Certaines personnes nous montrent qu’il existe autre chose que des Κamena Vourla

Vendredi 25 septembre. Six jeunes du foyer de mineurs isolés Néfélé 1 visitent le temps de Poseidon au cap Sounion. Leur enthousiasme est indescriptible. Ils sont impressionnés par le temple, la nature, le site magique, posent sans cesse des questions, sont frappés par les récits mythologiques qu’on leur raconte sur place. Ils sont pris en photo. Ils savourent l’instant puis vient l’heure du départ.

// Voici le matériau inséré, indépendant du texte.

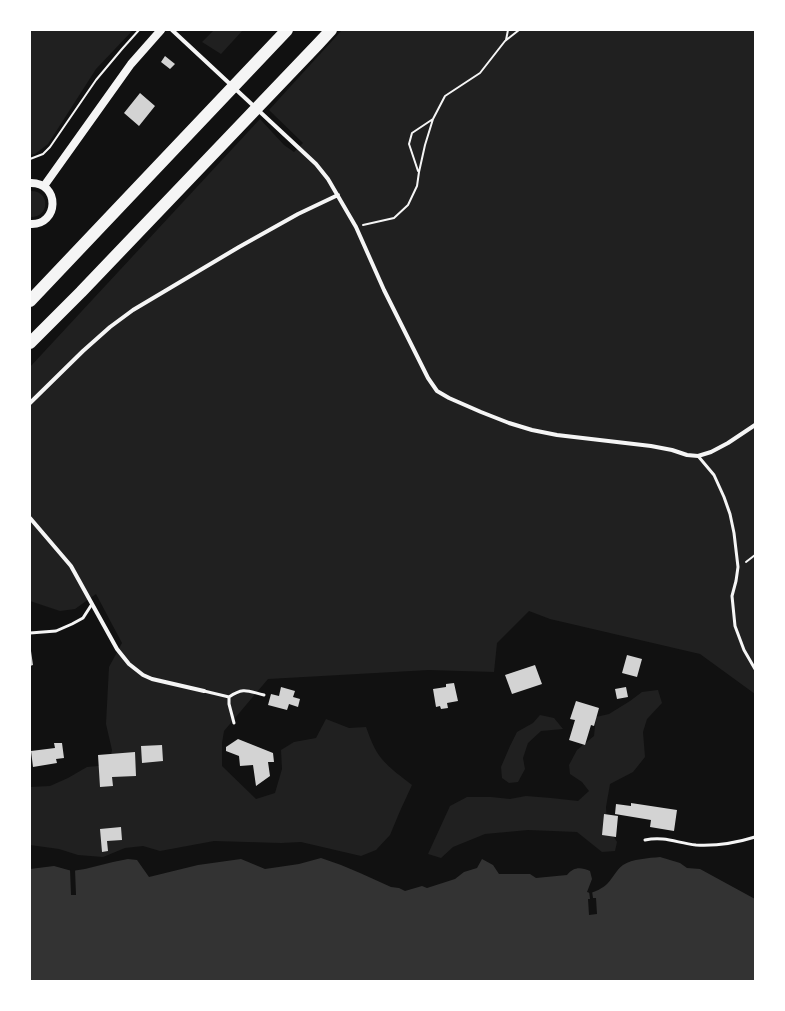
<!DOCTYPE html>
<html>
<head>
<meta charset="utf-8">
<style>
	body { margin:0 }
	#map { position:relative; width:785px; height:1011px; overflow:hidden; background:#111; font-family:Helvetica,sans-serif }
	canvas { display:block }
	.frame { position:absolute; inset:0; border:31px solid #fff; pointer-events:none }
</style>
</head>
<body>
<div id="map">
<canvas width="785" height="1011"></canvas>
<div class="frame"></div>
</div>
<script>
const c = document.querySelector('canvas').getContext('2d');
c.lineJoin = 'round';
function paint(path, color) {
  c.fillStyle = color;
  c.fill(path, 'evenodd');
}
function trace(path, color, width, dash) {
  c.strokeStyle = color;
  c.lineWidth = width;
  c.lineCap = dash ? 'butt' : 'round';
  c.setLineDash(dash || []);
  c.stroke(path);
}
const green = new Path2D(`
	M 30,30 L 133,30 L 96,69 L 48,144 L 35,154 L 30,155 Z
	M 214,30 L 243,30 L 221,54 L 202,42 Z
	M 342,30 L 755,30 L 755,694 L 700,654 L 550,619 L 529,611 L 497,643 L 494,672 L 429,670 L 268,679 L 224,731 L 222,743 L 222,766 L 256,799 L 275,793 L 282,769 L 281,750 L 294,742 L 316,738 L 326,719 L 349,728 L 366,727 C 370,738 374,749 381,758 C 390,769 402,777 412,785 L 400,811 L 390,835 L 376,850 L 361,856 L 301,842 L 281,843 L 214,841 L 160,851 L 143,846 L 125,848 L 103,857 L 78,855 L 59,849 L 30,845 L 30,787 L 50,786 L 68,778 L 87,767 L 109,765 L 112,750 L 106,724 L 109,667 L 122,643 L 96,594 L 75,609 L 60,611 L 30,601 L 30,367 L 260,119 L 284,145 L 294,152 L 303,143 L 269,110 Z
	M 30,191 C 51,190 50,218 30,217 Z
	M 658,690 L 662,703 L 647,719 L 643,732 L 645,757 L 633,772 L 610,784 L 606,807 L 607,826 L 617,842 L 615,851 L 602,852 L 577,832 L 528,830 L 485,834 L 453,847 L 441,858 L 428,854 L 450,806 L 467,797 L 491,797 L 510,799 L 526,796 L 551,798 L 578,801 L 589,791 L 582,782 L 570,774 L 569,765 L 577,750 L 594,736 L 596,717 L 609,714 L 630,701 L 642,692 Z
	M 540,715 L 554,718 L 563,729 L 541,731 L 528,743 L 523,758 L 525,769 L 518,782 L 509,783 L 502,778 L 501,767 L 510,746 L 517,732 L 533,723 Z`);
const water = new Path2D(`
	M 660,857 L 680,863 L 687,868 L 700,869 L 755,899 L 755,981 L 30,981 L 30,869 L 54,866 L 72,871 L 85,869 L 113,862 L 128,859 L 137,860 L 149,877 L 198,865 L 241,859 L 265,869 L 299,864 L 321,858 L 341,865 L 360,873 L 391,887 L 399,888 L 405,891 L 422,886 L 427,888 L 455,879 L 464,872 L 477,868 L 482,859 L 493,865 L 499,874 L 530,874 L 536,878 L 567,875 C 574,867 580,867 590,871 L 592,879 L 587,892 L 590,893 C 595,892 603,888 607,884 C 613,878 616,870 623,865 C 632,859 649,858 660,857 Z`);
const pier = new Path2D(`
	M 70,869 L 75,869 L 76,895 L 71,895 Z
	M 589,891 L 592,891 L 593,898 L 596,898 L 597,914 L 589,915 L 588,899 L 590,899 Z`);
const building = new Path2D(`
	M 165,56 L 175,64 L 170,69 L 161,62 Z
	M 140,93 L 155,106 L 139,126 L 124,113 Z
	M 30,651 L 31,651 L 33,665 L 30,666 Z
	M 627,655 L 642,659 L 637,677 L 622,673 Z
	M 535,665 L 542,684 L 512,694 L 505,675 Z
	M 454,683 L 458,701 L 447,703 L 448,708 L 441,709 L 440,706 L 436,707 L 433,689 L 446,687 L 446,684 Z
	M 281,687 L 295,691 L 293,697 L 300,699 L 298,707 L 289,704 L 287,710 L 268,705 L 271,694 L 279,696 Z
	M 626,687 L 628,697 L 617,699 L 615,689 Z
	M 576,701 L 599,708 L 594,726 L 591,725 L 585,745 L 569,740 L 575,720 L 570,719 Z
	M 238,739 L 273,753 L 274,762 L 268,762 L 270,776 L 256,786 L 253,765 L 240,766 L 239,756 L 226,751 L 226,747 Z
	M 54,743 L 62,743 L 64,758 L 56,759 L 57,763 L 33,767 L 31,751 L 55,748 Z
	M 162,745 L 163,761 L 142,763 L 141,746 Z
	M 135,752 L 136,776 L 112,777 L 113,786 L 100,787 L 98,755 Z
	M 631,803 L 677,810 L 674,831 L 650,827 L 651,820 L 615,814 L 616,804 L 631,806 Z
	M 604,814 L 618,816 L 616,837 L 602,835 Z
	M 121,827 L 122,840 L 107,841 L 108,851 L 102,852 L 100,829 Z`);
const path = new Path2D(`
	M 506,40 L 508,30
	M 30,159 L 43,154 L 50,147 L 96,80 L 122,49 L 139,30
	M 418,171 L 409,144 L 412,133 L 433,119
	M 363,225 L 394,218 L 408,205 L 417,186 L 419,172 L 425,145 L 433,119 L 445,96 L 480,73 L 505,41 L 519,30
	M 746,562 L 755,555`);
const service = new Path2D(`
	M 698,456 L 714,475 L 724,497 L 730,514 L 734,533 L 738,567 L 736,581 L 732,596 L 735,626 L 744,650 L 755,669
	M 30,633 L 56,631 L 72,624 L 83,618 L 92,604
	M 204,691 L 229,697 C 244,687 247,691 264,695
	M 229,697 L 229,704 L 234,723
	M 645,840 C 665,836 677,843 696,845 C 715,846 736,843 755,837`);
const minor = new Path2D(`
	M 172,30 L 316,164 L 328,179 L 356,227 L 384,290 L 428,378 L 437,391 L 449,398 L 481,412 L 509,423 L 532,430 L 557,435 L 651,446 L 672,450 L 687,455 L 698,456 L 711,452 L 728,443 L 755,425
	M 30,403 L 83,351 L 110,327 L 133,310 L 239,247 L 298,214 L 338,195
	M 30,518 L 71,566 L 117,649 L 129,664 L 143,675 L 152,679 L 204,691`);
const secondary = new Path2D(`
	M 30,183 C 61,182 59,226 30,224
	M 44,186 L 131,64 L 161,30`);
const motorway = new Path2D(`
	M 30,301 L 287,30
	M 30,343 L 81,292 L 318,44 L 331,30`);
paint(green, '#202020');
paint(water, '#333');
paint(pier, '#111');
paint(building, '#d3d3d3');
trace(path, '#f5f5f5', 2);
trace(service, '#f5f5f5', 3);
trace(minor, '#f5f5f5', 4);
trace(secondary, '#f5f5f5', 8);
trace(motorway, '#f5f5f5', 12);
</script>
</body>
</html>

Comme elle a coutume de le faire pour chaque sortie éducative, l’équipe propose une pause avant le départ pour le Pirée où se trouve le foyer. Alors se produit quelque chose d’inattendu et émouvant. Nous sommes assis dans une petite taverne où nous commandons des jus de fruit pour les jeunes. Une famille installée à la table d’à côté s’intéresse à notre groupe. Ils nous regardent, s’étonnent. Nous sommes habitués à de telles réactions chaque fois que nous partons en excursion. Notre groupe hétéroclite attire souvent les regards, pas toujours bienveillants. Nous sommes habitués à être rejetés et mis à l’écart par les gens autour de nous.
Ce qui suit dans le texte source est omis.